■ EXERCISE DIRECTIONS:
The output should be all lines of the entries below in which the word "note" occurs.

++++ DATA TO PROCESS

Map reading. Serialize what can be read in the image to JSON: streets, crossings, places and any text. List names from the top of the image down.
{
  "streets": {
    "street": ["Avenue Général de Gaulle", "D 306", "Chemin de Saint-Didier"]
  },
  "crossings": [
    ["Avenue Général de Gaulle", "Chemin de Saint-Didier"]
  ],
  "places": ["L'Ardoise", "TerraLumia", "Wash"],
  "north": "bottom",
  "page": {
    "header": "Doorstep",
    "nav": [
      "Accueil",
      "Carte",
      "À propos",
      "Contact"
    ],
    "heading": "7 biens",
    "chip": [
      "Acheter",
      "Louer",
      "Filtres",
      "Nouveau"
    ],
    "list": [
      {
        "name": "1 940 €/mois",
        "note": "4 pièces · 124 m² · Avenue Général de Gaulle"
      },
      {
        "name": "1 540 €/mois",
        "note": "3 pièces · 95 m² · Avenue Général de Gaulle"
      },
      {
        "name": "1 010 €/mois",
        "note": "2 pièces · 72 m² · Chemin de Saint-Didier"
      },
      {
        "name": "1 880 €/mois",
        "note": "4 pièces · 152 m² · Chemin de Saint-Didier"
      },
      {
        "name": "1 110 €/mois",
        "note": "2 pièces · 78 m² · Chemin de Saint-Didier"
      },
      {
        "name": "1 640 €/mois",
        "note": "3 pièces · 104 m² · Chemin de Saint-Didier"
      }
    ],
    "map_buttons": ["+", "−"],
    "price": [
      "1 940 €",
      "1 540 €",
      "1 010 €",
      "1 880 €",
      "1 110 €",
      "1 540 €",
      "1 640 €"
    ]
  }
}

++++++++

■ PROBLEM SOLUTION:
        "note": "4 pièces · 124 m² · Avenue Général de Gaulle"
        "note": "3 pièces · 95 m² · Avenue Général de Gaulle"
        "note": "2 pièces · 72 m² · Chemin de Saint-Didier"
        "note": "4 pièces · 152 m² · Chemin de Saint-Didier"
        "note": "2 pièces · 78 m² · Chemin de Saint-Didier"
        "note": "3 pièces · 104 m² · Chemin de Saint-Didier"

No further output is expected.